1: No, I thought Kafka Producer Client should handle it? FYI: The worker process will shut down itself if the produce request failed. 2: We don't have API to monitor the count. There are two ways might able to get what you want: 1: check ureplicator consumer committed offset in source cluster(it's in zookeeper). uReplicator only commit offset when the messages successfully produced to the destination cluster 2: check messages in the destination cluster.

FirasEclipse commented 3 years ago

Is there a retry configuration so we can change to make the producer try again when it fails?

yangy0000 commented 3 years ago

Since urep is using kafka-clients 1.1.1 , it doesn't have retry. Maybe you could try to override the kafka-clients to 2.2 in uReplicator-worker?

FirasEclipse commented 3 years ago

Can you please guide me on how to switch to a newer kafka-clients version in uReplicator-worker? I mean which configuration should I change?

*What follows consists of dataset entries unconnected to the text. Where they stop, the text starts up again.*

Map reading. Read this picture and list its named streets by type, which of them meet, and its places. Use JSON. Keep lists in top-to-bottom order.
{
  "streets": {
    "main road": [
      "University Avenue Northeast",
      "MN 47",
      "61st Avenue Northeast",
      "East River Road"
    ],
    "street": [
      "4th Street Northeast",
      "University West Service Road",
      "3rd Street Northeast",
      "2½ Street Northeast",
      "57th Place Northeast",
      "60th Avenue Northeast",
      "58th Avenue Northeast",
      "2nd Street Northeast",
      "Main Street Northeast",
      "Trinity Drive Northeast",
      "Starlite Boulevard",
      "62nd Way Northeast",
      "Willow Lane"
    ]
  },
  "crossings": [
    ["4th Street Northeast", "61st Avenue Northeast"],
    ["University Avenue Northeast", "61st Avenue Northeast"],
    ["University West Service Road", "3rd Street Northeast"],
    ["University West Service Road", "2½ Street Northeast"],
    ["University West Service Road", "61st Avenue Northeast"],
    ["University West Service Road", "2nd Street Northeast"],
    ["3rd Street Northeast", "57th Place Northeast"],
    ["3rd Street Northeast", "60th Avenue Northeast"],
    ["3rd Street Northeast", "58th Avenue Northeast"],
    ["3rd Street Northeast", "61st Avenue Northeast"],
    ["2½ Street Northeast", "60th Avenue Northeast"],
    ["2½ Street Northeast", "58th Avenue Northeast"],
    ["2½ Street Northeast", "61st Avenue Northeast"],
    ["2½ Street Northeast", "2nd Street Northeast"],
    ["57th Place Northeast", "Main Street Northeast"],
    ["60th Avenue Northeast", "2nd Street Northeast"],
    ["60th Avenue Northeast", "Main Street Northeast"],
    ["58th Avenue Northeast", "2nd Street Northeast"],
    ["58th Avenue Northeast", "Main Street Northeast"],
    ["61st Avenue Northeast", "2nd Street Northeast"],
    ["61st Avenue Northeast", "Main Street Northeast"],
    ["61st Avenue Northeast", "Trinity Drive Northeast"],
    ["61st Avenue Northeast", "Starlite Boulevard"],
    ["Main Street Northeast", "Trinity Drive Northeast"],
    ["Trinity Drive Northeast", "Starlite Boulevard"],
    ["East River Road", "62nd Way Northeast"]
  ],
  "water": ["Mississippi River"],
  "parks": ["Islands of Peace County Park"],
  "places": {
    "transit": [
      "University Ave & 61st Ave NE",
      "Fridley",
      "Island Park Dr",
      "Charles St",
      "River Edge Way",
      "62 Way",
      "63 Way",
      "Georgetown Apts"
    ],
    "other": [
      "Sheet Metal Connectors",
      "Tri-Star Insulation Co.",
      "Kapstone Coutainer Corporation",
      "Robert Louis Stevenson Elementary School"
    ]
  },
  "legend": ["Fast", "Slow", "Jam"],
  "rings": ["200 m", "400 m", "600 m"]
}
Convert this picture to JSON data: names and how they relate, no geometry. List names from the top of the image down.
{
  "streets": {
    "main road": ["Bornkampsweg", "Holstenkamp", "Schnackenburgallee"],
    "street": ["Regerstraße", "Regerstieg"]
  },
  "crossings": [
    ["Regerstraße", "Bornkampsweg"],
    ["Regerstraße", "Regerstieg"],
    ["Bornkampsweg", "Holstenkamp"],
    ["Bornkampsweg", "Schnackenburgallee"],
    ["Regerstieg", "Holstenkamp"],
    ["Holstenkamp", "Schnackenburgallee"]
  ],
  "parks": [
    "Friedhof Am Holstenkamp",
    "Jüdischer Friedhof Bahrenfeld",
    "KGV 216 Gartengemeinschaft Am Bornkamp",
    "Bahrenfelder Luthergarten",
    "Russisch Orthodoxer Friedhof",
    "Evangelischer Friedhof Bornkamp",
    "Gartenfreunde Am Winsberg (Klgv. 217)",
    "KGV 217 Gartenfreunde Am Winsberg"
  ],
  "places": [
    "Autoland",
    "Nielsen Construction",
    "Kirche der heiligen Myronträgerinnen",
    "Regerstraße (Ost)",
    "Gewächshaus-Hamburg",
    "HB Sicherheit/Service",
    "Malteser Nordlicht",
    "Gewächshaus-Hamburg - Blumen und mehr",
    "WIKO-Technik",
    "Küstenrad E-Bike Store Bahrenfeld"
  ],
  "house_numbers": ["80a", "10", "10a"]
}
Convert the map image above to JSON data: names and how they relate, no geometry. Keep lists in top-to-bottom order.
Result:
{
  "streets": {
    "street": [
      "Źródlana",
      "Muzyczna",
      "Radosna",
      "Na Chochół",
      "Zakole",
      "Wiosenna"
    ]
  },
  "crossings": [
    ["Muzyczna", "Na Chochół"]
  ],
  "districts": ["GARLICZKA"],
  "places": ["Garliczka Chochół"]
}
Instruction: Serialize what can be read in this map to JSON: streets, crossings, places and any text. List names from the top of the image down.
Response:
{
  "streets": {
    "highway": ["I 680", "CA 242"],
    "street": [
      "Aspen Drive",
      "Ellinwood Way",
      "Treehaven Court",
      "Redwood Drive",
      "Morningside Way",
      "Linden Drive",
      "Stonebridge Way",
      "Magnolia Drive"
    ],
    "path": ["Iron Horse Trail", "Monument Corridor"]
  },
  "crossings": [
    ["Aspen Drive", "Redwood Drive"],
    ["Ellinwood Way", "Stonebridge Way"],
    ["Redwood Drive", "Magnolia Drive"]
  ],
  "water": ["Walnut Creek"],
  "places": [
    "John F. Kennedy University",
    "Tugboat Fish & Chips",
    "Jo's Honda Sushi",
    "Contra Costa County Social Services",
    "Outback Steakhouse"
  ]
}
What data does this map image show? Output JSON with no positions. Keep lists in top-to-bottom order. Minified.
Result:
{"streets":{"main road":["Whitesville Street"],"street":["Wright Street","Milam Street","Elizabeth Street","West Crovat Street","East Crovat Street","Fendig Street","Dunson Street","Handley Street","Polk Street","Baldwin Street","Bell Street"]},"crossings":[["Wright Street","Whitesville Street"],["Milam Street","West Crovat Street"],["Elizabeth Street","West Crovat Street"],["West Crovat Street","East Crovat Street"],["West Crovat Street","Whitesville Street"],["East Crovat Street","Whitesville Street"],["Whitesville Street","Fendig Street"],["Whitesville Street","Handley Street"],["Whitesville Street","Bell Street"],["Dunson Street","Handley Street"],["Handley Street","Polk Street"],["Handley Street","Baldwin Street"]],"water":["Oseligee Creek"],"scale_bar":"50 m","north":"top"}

yangy0000 commented 3 years ago

try to add below depedency into https://github.com/uber/uReplicator/blob/master/uReplicator-Worker-3.0/pom.xml

<dependency>
    <groupId>org.apache.kafka</groupId>
    <artifactId>kafka-clients</artifactId>
    <version>2.2.1.4</version>
</dependency>
FirasEclipse commented 3 years ago

I upgraded the used kafka-client to 2.7 and still the same error! I opened a Console-producer (using the same client), for more than a day and I faced no disconnection which I'm facing in the uReplicator.

yangy0000 commented 3 years ago

what's your throughput? what is the error message you get before producer failed?